A guerra é uma economia geral das armas, uma economia dos homens armados e dos
desarmados, num dado Estado, e com todas as séries institucionais e econômicas que
derivam daí…. (p. 135).
3º - Generalização da guerra como sistema invasão-revolta

Relação de força: como os fortes se tornam fracos e como os fracos se tornam fortes.

Determinação dos mecanismos internos de inversão (fortes-fracos)

História como cálculo de forças: Quem se tornou forte? Quem se tornou fraco? - novas
oposições, novas clivagens, novas distribuições.

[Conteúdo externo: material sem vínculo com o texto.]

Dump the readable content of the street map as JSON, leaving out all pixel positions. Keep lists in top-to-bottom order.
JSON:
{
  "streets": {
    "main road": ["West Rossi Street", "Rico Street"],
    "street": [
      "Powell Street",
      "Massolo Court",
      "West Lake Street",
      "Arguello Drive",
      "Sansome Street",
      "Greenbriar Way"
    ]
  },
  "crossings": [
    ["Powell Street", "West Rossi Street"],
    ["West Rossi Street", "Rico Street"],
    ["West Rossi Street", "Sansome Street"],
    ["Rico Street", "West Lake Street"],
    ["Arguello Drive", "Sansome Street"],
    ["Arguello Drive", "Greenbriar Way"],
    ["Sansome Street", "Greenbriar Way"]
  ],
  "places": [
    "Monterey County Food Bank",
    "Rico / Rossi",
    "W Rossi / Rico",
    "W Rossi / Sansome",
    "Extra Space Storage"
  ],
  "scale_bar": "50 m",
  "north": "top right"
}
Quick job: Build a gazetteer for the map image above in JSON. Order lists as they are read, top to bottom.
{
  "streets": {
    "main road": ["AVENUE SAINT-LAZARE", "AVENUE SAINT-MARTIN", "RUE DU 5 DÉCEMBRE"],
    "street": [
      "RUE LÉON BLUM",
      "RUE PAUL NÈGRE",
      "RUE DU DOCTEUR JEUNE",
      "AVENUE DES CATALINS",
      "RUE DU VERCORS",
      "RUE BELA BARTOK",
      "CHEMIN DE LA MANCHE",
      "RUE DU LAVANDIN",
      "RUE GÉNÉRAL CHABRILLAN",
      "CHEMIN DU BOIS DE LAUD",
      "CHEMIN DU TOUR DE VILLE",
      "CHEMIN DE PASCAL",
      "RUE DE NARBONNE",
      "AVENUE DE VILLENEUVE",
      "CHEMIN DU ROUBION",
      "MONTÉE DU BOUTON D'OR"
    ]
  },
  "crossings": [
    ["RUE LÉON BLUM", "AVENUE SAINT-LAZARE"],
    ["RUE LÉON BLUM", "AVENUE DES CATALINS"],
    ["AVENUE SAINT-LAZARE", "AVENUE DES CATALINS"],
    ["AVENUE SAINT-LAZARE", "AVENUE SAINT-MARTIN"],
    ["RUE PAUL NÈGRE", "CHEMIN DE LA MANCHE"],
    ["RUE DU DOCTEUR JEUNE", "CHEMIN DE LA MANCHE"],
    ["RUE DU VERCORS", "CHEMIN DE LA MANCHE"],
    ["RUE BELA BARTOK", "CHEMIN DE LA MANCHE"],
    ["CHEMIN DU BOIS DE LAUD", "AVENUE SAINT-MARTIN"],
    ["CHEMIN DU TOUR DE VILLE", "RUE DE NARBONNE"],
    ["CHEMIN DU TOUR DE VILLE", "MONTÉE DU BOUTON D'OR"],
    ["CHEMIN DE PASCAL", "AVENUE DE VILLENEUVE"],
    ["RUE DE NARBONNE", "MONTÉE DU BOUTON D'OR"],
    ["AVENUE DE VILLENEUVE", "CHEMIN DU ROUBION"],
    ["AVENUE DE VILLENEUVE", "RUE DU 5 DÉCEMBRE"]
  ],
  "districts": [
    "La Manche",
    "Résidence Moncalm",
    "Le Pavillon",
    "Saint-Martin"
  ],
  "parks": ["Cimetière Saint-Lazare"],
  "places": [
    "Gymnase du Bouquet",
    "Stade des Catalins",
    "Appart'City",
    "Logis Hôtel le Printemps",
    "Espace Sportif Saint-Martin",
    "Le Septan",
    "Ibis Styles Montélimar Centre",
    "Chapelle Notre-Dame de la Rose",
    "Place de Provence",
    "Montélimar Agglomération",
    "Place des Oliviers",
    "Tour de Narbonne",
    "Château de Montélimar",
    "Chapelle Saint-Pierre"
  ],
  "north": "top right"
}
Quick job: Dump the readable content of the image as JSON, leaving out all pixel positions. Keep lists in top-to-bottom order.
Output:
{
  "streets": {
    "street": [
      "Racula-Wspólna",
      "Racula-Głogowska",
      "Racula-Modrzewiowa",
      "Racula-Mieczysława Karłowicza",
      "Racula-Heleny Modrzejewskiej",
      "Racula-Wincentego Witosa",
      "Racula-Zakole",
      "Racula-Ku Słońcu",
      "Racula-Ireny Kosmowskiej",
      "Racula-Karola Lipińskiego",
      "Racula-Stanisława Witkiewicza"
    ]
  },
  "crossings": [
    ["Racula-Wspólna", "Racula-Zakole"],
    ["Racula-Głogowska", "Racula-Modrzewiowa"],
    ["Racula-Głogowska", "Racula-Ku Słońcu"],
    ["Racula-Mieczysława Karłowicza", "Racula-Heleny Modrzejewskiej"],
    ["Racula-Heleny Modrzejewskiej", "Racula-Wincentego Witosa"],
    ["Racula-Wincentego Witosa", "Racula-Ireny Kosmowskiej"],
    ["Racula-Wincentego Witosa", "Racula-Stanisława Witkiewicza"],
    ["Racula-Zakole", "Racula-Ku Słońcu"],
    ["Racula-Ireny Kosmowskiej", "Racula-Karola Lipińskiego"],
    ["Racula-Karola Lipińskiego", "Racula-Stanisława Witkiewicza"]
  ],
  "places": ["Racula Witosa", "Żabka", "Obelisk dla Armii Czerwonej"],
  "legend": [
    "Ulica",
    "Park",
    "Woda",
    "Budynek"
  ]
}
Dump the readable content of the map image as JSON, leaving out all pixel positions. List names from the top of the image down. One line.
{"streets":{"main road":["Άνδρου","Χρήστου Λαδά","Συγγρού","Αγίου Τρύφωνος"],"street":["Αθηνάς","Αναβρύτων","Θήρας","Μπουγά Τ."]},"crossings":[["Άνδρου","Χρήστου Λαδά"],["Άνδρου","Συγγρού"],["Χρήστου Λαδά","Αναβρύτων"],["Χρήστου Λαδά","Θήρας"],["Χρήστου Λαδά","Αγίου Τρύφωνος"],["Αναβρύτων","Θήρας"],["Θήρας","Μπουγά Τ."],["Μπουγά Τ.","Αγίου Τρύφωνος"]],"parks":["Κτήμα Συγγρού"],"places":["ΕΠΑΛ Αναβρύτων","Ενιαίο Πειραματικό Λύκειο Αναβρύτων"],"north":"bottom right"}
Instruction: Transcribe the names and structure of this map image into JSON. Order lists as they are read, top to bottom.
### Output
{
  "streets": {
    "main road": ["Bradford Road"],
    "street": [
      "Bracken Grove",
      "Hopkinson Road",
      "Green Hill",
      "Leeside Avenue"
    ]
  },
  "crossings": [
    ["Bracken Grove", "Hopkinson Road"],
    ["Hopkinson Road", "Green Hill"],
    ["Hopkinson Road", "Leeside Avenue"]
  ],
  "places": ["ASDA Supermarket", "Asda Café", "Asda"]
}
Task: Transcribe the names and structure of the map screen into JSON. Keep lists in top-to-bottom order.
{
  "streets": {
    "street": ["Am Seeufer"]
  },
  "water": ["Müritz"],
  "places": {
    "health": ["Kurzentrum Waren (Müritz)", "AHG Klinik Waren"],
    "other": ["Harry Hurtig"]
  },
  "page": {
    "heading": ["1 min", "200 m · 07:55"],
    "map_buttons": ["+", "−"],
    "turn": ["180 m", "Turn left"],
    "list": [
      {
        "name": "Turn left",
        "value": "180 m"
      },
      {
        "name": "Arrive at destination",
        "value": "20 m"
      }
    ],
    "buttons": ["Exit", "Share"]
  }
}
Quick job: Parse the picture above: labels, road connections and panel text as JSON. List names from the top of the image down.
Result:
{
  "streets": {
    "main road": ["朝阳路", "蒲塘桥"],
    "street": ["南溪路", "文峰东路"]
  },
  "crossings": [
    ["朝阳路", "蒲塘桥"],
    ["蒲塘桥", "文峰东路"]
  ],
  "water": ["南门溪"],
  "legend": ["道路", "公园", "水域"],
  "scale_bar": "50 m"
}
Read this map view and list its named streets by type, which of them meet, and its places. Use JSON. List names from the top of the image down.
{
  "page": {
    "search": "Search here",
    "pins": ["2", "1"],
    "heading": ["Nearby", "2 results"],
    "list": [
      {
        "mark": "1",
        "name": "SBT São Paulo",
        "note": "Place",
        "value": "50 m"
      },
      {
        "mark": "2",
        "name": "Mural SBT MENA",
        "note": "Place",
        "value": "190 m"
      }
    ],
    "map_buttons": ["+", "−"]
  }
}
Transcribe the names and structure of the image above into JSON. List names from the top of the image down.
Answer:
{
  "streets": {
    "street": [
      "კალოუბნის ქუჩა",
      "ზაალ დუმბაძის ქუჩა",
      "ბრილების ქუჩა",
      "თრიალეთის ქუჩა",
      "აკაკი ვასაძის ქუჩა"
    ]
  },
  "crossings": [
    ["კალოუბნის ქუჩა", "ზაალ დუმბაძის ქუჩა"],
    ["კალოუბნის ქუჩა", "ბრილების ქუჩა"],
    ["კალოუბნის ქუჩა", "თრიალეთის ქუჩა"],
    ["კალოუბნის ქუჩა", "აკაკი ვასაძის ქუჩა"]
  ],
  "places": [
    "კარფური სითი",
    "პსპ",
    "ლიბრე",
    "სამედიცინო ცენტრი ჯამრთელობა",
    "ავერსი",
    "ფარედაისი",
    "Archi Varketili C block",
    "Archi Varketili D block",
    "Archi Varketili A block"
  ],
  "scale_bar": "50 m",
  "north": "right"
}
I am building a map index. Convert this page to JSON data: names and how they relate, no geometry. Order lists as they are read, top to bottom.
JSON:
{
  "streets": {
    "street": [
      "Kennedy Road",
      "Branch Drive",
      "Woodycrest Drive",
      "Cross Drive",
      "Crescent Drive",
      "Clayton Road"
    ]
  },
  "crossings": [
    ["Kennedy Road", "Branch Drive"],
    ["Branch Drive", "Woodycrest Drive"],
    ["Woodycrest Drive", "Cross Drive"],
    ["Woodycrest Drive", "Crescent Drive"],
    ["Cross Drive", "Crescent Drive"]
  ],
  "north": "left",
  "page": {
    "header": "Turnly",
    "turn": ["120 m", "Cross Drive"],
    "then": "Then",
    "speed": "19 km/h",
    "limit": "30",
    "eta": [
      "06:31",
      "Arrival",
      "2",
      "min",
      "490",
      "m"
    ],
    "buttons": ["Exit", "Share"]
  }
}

Guerra como uma espécie de estado permanente entre grupos, frentes, unidades táticas, de
certo modo, que se civilizam uns aos outros, se opõem uns aos outros, ou, ao contrário, se
aliam uns aos outros.

Guerra generalizada: vai percorrer tanto todo o corpo social quanto toda a história do corpo
social: mas não, é evidente, como guerra dos indivíduos contra os indivíduos, mas como
guerra de grupos contra grupos.

13- História a partir do próprio fato de guerra: relacionar guerra, religião, política, costumes
e caracteres - princípio de inteligibilidade da sociedade.

“Guerra como matriz de verdade do discurso histórico: “a verdade e o logos não começam
onde cessa a violência. Ao contrário, foi quando a nobreza começou a travar sua guerra
política, a um só tempo contra o terceiro estado e contra a monarquia, foi no interior dessa
guerra e pensando na história como guerra, que algo como o discurso histórico que
conhecemos agora pôde estabelecer-se” (p. 139).

“Mas eu não direi que é porque estava em decadência que a aristocracia francesa inventou
a história. É e porque ela fazia a guerra que pôde atribuir-se, precisamente, sua guerra
como objeto, sendo a guerra a um só tempo o ponto inicial do discurso, a condição de
possibilidade da emergência de um discurso histórico e o referencial, o objeto para o qual
se volta esse discurso, sendo a guerra, ao mesmo tempo, aquilo a partir de que o discurso
fala e aquilo de que ele fala”

Política: a guerra sendo continuada por outros meios.